The UK's biggest commercial radio broadcaster has revealed revenues were likely to be 14 per cent lower in July as it continued to reel from a poor advertising market.
GCap Media - which owns Birmingham station BRMB - believed lower spending around the World Cup may have been a factor for the heavy sales fall, but it also conceded that recent trading had been weaker than expected, with "visibility" for the business still limited.
Shares closed down 16p at 197.5p as analysts yesterday expressed disappointment at the latest trading figures from the company, which has 57 analogue and 100 digital stations including Capital Radio, Classic FM and Xfm.
Alex DeGroote, of Panmure Gordon stockbrokers, said his previous assumption for a two per cent deterioration in like-for-like revenues in the current financial year now looked "far too optimistic".
He has pencilled in a seven per cent fall as a best case scenario.
Two months ago, GCap Media - formed from the merger of GWR and Capital Radio in May of last year - said pre-tax profits fell four per cent to £22.2 million in the 12 months to March 31 after advertising revenues fell.

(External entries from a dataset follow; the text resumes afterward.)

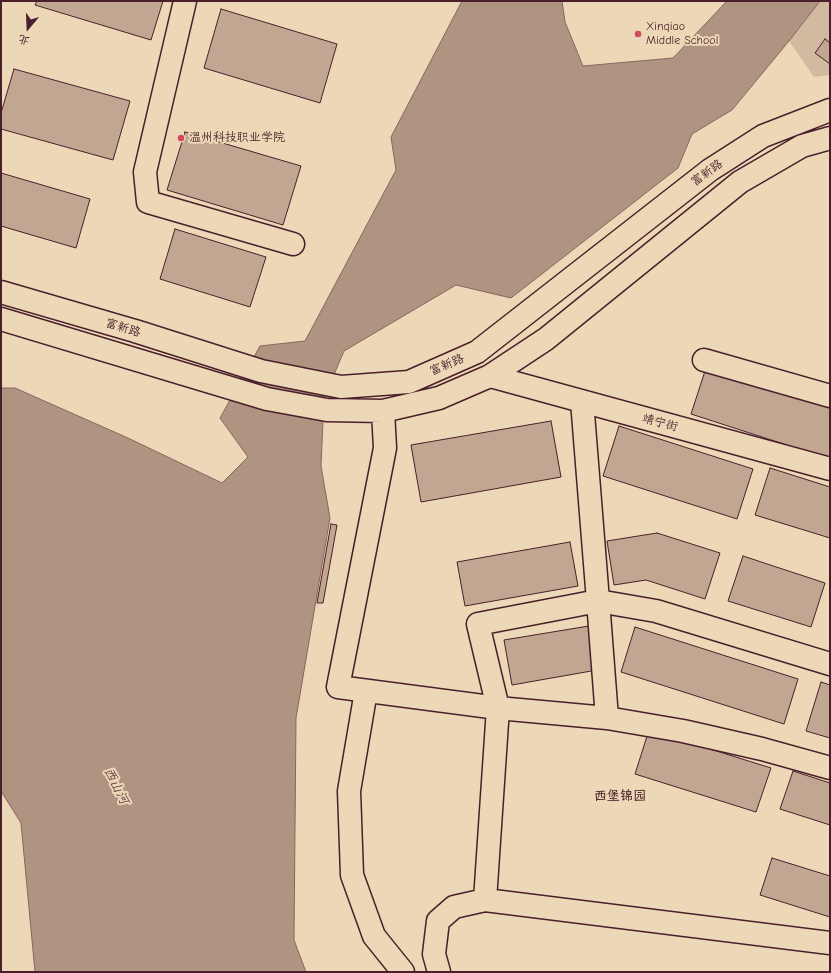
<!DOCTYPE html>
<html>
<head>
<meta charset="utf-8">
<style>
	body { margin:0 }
	#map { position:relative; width:831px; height:973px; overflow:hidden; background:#ecd8b6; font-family:"Comic Neue","LXGW WenKai TC",sans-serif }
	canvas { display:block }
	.frame { position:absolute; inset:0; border:2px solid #4a1f2b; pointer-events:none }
	.north { position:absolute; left:8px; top:8px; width:40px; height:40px; -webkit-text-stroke:3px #ecd8b6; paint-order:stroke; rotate:199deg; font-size:11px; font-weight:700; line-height:16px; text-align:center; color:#4a1f2b }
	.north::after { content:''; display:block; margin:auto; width:14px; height:18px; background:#4a1f2b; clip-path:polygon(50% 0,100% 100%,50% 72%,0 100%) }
</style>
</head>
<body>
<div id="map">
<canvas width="831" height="973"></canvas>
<div class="frame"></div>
<div class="north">北</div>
</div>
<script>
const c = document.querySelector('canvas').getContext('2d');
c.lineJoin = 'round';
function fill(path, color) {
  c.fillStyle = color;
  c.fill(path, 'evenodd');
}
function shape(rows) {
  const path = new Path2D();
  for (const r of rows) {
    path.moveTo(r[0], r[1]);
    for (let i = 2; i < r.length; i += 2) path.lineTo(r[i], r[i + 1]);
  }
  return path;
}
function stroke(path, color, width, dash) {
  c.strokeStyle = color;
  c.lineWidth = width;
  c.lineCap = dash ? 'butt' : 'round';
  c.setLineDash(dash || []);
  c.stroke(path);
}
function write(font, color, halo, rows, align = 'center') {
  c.font = font + ' "Comic Neue","LXGW WenKai TC",sans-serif';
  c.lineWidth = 4;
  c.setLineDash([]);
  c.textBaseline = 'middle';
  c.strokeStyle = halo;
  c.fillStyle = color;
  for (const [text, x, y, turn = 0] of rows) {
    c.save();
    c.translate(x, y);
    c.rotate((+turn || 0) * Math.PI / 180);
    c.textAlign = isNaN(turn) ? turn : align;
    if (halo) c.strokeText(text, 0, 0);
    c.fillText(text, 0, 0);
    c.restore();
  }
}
const green = shape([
	[820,1,830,1,830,75,814,77,789,41]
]);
const water = shape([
	[462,1,562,1,565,22,583,66,673,58,727,1,820,1,789,41,732,110,692,134,678,168,511,298,456,285,344,351,324,398,321,466,330,518,296,718,294,940,306,972,35,972,21,823,1,791,1,388,15,388,128,438,222,483,248,457,220,418,260,346,305,341,396,170,391,137,462,1]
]);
const building = shape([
	[37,1,163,1,151,40,35,5,37,1],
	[221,9,337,44,320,103,204,68,221,9],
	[825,39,830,43,830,64,815,53,825,39],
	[14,69,130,101,113,160,1,129,1,113,14,69],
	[185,132,301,166,283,225,167,190,185,132],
	[1,173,90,199,76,248,1,226,1,173],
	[175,229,266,257,250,307,160,279,175,229],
	[706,368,830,407,830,459,691,414,706,368],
	[551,421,561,477,421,502,411,445,551,421],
	[619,426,753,469,737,519,603,476,619,426],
	[770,468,830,487,830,538,755,515,770,468],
	[331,524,337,525,323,603,317,603,331,524],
	[657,533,720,553,705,599,646,580,614,585,607,541,657,533],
	[570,542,578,586,465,606,457,562,570,542],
	[743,556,825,583,811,627,728,601,743,556],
	[589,626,597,670,512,685,504,640,589,626],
	[635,627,798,679,784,724,621,672,635,627],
	[821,682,830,685,830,738,806,731,821,682],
	[649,730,771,768,756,812,635,774,649,730],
	[793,771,830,783,830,825,780,809,793,771],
	[772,858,830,876,830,917,760,895,772,858]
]);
const minor = shape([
	[185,1,145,172,148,202,293,244],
	[1,292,135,331,261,371,341,387,409,382,477,352,710,170,763,136,830,110],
	[1,319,267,399,327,410,383,411,439,398,490,376,546,339,740,182,802,146,830,138],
	[704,360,830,396],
	[490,376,830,469],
	[582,401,598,601,478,624,498,708,485,900,830,943],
	[383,411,385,448,338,687,498,708,607,718,683,731,762,749,830,768],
	[366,691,349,791,352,875,374,936,403,972],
	[607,718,598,601,656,611,830,664],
	[439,972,434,954,438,921,454,907,485,900]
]);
const markers = [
	[638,34,4,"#d1495b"],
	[181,138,4,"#d1495b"]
];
const poiNames = [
	["Xinqiao",646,27],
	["Middle School",646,41],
	["温州科技职业学院",189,138]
];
const streetNames = [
	["富新路",707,173,-36],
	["富新路",123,328,17],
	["富新路",447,365,-23],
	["靖宁街",660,423,15]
];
const waterNames = [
	["西山河",116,786,63]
];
const neighbourhoodNames = [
	["西堡锦园",620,796]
];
fill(green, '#d1baa0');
fill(water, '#b09482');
stroke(water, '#87655f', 1);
fill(building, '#c1a791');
stroke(building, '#4a1f2b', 1);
stroke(minor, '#4a1f2b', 25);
stroke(minor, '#ecd8b6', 22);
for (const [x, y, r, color] of markers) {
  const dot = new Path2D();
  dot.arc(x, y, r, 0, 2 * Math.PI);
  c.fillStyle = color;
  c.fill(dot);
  stroke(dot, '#ecd8b6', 1.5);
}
write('12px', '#4a1f2b', '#ecd8b6', poiNames, 'left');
write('12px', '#4a1f2b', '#ecd8b6', streetNames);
write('italic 13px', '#643c41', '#ecd8b6', waterNames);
write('bold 13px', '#4a1f2b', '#ecd8b6', neighbourhoodNames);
</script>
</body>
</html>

GCap, headed by chief executive Ralph Bernard, said part of the expected 14 per cent decline for July reflected changes to the advertising policy at Capital as the station sought to win back listeners by limiting commercial breaks to just two adverts.

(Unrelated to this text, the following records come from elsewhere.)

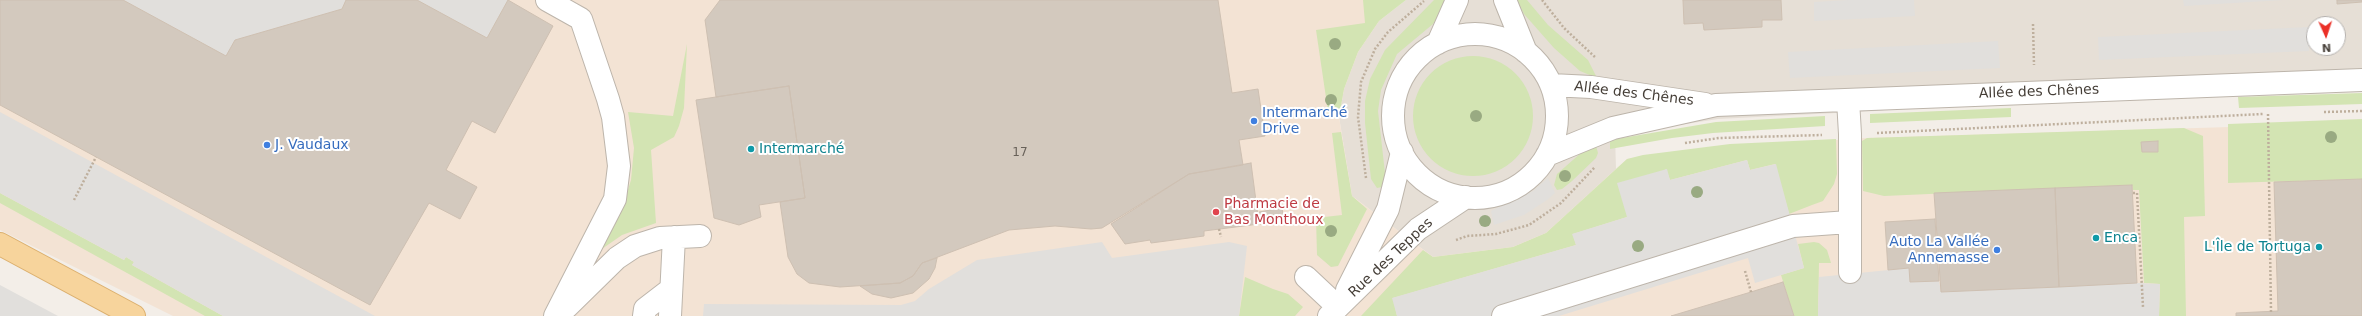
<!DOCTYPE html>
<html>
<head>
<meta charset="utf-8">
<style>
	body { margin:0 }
	#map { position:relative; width:2362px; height:316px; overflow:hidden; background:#f3eee8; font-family:"DejaVu Sans",sans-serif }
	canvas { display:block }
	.north { position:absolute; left:2306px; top:16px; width:40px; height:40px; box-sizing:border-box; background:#fff; border:1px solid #b5b2af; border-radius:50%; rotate:177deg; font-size:11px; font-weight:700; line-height:16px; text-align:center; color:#453e37 }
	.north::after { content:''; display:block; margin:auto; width:14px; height:18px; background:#eb3027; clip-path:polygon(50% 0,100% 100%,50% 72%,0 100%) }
</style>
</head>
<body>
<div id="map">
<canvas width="2362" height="316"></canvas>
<div class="north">N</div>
</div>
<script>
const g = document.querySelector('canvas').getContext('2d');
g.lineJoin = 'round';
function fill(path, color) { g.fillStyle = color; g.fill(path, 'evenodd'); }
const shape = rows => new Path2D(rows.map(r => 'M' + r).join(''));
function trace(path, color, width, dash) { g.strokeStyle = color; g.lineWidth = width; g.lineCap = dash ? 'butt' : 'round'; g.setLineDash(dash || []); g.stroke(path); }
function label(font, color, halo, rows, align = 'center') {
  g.font = font + ' "DejaVu Sans",sans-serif'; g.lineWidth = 4; g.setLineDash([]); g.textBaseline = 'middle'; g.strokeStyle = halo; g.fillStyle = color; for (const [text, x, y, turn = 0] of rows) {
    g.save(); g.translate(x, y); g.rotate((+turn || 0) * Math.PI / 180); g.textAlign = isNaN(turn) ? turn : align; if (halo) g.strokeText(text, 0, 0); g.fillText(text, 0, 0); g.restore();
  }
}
const residential = shape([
	[1406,0,2362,0,2362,68,1875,111,1718,119,1615,135,1616,169,1546,233,1513,247,1433,257,1352,196,1339,117,1344,89,1358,52,1379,21],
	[2314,24,2338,24,2338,48,2314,48]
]);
const commercial = shape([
	[0,0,1403,0,1379,21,1358,52,1344,89,1339,117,1352,196,1433,257,1513,247,1546,233,1627,159,1729,147,1867,138,2362,123,2362,316,173,316,0,230]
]);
const green = shape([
	[1363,0,1406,0,1379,21,1358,52,1344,89,1339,117,1329,118,1316,30,1365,23],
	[1434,0,1450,0,1433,24,1397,54,1381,90,1378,111,1385,173,1382,187,1377,188,1371,179,1365,123,1365,101,1370,79,1385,50],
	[1517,0,1527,0,1548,25,1588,60,1597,78,1580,71,1554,48,1524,14],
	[687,44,684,108,679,126,674,137,651,150,656,223,622,235,599,251,620,215,631,180,634,148,628,112,673,116],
	'1413 116a60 60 0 1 1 120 0a60 60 0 1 1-120 0Z',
	[2362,93,2362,104,2239,108,2238,97],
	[2011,108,2011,117,1870,123,1870,114],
	[1825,116,1825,126,1713,133,1672,138,1610,149,1610,140,1716,122],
	[2362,119,2362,179,2228,183,2228,124],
	[2184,128,2203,136,2205,216,2184,217,2186,316,2159,316,2160,284,2144,283,2139,190,2133,190,2132,185,1884,196,1863,191,1862,141,1867,138],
	[1341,132,1352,196,1367,209,1338,266,1331,267,1317,255,1316,218,1342,215,1332,133],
	[1836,139,1837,174,1834,184,1823,201,1812,205,1789,214,1775,164,1750,170,1747,160,1670,180,1666,169,1627,217,1573,234,1576,245,1393,298,1397,316,1361,316,1423,250,1433,257,1513,247,1546,233,1627,159,1643,155,1730,144],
	[1596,146,1598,153,1596,158,1572,181,1562,189,1557,190,1554,185,1557,174,1582,152],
	[0,193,124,260,126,257,134,262,132,265,223,316,205,316,0,203],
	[1814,242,1819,243,1827,250,1831,263,1819,263,1818,316,1794,316,1781,275,1804,268,1798,244],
	[1245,277,1273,289,1288,294,1303,307,1295,316,1239,316]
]);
const parking = shape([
	[123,0,346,0,342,9,235,40,226,56],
	[417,0,508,0,487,38],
	[1848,0,1914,0,1915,16,1814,21,1814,2],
	[2183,0,2284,0,2184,6],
	[2308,27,2309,51,2099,60,2098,37],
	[1998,41,2000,68,1790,78,1788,52],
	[0,112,281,265,375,316,223,316,132,265,134,262,126,257,124,260,0,193],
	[1747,160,1750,170,1776,164,1804,268,1755,283,1748,258,1559,316,1397,316,1392,298,1576,245,1572,234,1627,217,1617,183,1667,169,1670,180],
	[1548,178,1555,193,1547,200,1524,215,1494,225,1491,211,1533,191],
	[1102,242,1112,258,1229,242,1247,246,1239,316,703,316,704,304,901,305,915,301,929,289,977,260],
	[1909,268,1910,282,1939,281,1941,292,2137,283,2160,284,2159,316,1818,316,1819,277],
	[0,285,43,308,58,316,0,316]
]);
const building = shape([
	[0,0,123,0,226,56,235,40,342,9,346,0,417,0,487,38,508,0,553,26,495,133,472,121,446,170,477,187,460,219,429,203,370,305,0,105,0,0],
	[720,0,1218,0,1232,93,1258,89,1265,136,1239,140,1243,165,1189,174,1102,228,1091,229,1055,226,1009,230,922,263,913,276,900,283,840,287,809,283,797,274,788,257,780,202,805,198,789,86,716,97,705,20,720,0],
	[1683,0,1781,0,1782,20,1762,20,1762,27,1704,30,1703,23,1684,24,1683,0],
	[2337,0,2362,0,2362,2,2337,4,2337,0],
	[789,86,805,198,759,205,761,217,739,225,714,218,696,100,789,86],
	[2158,141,2158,152,2142,152,2141,142,2158,141],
	[1251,163,1259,224,1204,231,1204,236,1151,243,1150,240,1125,244,1111,224,1189,174,1251,163],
	[2362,179,2362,316,2236,316,2236,313,2278,311,2274,182,2362,179],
	[2132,185,2137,283,2059,287,2055,188,2132,185],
	[2055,188,2059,287,1941,292,1934,193,2055,188],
	[1282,208,1284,221,1260,224,1259,212,1282,208],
	[1935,219,1939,281,1910,282,1909,268,1888,270,1885,222,1935,219],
	[937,258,935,268,929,279,913,293,891,298,872,294,860,286,900,283,913,276,922,263,937,258],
	[1783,282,1794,316,1671,316,1751,292,1783,282]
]);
const path = shape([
	[1542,0,1564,28,1596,58],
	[2033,24,2034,65],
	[2324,112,2362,111],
	[2268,114,2271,312],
	[1877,133,2263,114],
	[1685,143,1719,138,1822,135],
	[1366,178,1358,117,1361,82,1375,49,1388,32,1424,1],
	[2133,193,2137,193,2143,307],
	[74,200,96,157],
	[1219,229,1221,237],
	[1456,240,1467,236,1496,234,1529,225,1561,203,1595,167],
	[1745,271,1751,292]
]);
const minor = shape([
	[547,0,581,19,608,99,613,117,619,166,615,199,555,316],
	[1505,0,1526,52],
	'1393 116a82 82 0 1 1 164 0a82 82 0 1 1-164 0Z',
	[1438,43,1457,0],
	[1551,85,1591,87,1705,104],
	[1848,100,1850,134,1850,272],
	[1547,155,1613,128,1716,105,2362,80],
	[1306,277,1338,307],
	[1347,290,1388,209,1402,152],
	[567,307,617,258,635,246,660,238,700,236],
	[644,316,645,309,671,289],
	[670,316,674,237],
	[1329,316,1418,229,1466,197],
	[1503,316,1793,226,1849,222]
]);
const major = shape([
	[0,244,134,316]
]);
const trees = [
	[1335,44],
	[1331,100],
	[1476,116],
	[2331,137],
	[1565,176],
	[1697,192],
	[1485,221],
	[1331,231],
	[1638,246]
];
const markers = [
	[1254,121,4,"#3f7fe0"],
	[267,145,4,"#3f7fe0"],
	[751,149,4,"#0f9aa8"],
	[1216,212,4,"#e0444e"],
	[2096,238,4,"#0f9aa8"],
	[2319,247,4,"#0f9aa8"],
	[1997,250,4,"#3f7fe0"]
];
const numberNames = [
	["17",1020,153]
];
const streetNames = [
	["Allée des Chênes",2039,92,-2],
	["Allée des Chênes",1634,94,7],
	["Rue des Teppes",1391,258,-43]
];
const shopNames = [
	["Intermarché",1262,113],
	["Drive",1262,129],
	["J. Vaudaux",275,145],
	["Auto La Vallée",1989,242,"right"],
	["Annemasse",1989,258,"right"]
];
const cultureNames = [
	["Intermarché",759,149],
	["Enca",2104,238],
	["L'Île de Tortuga",2311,247,"right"]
];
const healthNames = [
	["Pharmacie de",1224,204],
	["Bas Monthoux",1224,220]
];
fill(residential, '#e6dfd6');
fill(commercial, '#f3e3d4');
fill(green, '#d3e4b3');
fill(parking, '#e1dfdc');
fill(building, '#d3c9be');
trace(building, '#cec0b2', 1);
trace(minor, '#bdb5ab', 24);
trace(major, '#dbaf6d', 24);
trace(path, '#beaf9d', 2.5, [2, 2]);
trace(minor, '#fff', 22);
trace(major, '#f7d49c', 22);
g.fillStyle = '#99aa82';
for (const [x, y] of trees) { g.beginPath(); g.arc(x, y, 6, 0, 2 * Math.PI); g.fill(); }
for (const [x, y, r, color] of markers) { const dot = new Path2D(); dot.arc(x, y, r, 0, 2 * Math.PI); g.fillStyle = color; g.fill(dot); trace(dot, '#fff', 1.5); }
label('12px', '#686159', null, numberNames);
label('14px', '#453e37', '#fff', streetNames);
label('14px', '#366cbe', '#fff', shopNames, 'left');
label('14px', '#0d838f', '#fff', cultureNames, 'left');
label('14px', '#be3a42', '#fff', healthNames, 'left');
</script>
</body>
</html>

The Birmingham Post understands the same "adlite" principle may be considered for BRMB if the shake-up at Capital is deemed a success. GCap said, excluding Capital, total revenues are likely to be eight per cent lower. Revenues for the quarter to June 30 declined by six per cent year-on-year, with the drop when stripping out Capital down by three per cent.
In a statement prior to the annual meeting, GCap said it was confident it had addressed the internal factors affecting revenues.

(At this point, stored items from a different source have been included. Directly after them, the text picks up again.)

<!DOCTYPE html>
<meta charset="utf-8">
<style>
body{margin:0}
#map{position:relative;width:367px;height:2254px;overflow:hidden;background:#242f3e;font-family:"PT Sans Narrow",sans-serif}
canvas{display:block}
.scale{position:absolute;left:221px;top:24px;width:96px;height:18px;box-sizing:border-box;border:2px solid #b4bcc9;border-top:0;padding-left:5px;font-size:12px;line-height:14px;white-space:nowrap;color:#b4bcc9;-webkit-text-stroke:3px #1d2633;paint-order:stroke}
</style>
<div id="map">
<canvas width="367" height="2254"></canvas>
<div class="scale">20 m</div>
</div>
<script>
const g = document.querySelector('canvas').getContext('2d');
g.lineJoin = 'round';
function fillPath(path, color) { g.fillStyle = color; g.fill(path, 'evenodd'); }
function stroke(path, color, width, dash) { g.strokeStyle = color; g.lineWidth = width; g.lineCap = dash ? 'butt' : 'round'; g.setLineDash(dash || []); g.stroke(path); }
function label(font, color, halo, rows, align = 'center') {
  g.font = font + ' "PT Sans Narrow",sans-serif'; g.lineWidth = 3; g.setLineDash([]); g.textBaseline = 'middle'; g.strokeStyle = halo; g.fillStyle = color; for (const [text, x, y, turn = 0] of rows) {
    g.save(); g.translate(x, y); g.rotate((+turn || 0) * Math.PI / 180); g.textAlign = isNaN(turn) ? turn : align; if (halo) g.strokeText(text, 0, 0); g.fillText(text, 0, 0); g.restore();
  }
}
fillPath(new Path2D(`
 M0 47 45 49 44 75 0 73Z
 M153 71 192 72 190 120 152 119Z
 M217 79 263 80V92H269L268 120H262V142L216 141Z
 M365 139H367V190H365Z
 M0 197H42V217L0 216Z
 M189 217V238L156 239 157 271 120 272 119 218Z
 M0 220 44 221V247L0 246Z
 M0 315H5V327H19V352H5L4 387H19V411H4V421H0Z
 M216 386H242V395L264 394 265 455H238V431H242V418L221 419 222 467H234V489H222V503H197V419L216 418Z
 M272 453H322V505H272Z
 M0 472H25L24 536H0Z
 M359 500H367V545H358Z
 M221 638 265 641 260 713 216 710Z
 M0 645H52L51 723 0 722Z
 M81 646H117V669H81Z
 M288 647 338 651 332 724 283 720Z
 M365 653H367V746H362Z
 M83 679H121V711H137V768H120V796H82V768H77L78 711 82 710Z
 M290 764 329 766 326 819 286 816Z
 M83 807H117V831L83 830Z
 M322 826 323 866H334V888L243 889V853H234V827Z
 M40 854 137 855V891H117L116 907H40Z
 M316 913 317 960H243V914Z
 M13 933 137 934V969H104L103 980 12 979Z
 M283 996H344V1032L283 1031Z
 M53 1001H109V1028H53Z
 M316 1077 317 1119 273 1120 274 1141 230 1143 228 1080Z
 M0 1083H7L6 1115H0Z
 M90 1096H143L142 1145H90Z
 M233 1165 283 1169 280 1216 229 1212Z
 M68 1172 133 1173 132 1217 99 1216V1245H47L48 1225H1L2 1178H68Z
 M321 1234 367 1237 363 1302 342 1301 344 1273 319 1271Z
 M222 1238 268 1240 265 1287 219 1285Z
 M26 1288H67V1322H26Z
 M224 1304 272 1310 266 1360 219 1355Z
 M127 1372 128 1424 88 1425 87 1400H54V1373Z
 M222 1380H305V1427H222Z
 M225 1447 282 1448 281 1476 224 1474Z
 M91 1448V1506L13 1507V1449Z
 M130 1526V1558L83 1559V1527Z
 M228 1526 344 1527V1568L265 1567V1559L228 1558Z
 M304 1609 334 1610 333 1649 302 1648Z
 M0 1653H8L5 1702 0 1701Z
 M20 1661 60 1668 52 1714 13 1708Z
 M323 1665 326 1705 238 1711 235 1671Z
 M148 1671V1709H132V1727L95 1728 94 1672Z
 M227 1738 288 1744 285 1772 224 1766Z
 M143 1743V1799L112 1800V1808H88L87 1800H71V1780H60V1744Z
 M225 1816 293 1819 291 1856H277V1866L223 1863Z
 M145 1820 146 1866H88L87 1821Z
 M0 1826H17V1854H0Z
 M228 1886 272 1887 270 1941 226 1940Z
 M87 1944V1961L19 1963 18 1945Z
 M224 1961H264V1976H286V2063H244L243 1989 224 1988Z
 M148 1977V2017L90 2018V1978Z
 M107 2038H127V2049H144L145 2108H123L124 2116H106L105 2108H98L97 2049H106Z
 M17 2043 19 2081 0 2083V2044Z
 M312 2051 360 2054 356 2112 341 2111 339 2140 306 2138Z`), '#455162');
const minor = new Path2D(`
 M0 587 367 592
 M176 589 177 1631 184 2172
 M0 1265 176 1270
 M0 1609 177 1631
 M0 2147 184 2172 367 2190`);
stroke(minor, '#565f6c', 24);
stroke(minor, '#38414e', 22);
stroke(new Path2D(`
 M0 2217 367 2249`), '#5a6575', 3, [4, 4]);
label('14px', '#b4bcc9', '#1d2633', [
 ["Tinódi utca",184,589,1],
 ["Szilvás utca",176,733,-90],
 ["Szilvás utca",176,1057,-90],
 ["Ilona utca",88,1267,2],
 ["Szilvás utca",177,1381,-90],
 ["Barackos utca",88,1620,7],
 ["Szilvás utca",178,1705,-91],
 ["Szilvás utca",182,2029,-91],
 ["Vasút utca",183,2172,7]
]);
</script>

It also believed it was taking the right steps to make Capital more attractive to listeners, including through improved presentation. It added: "Recent trading has been weaker than we expected. Visibility remains limited and the GCap board takes a cautious view on market conditions in the near term. However, against the backdrop of a difficult advertising market we remain committed to our strategy which we believe will deliver long term value for the business."
The company is the latest media company to report a worsening advertising market, with ITV, Emap and others reporting difficulties.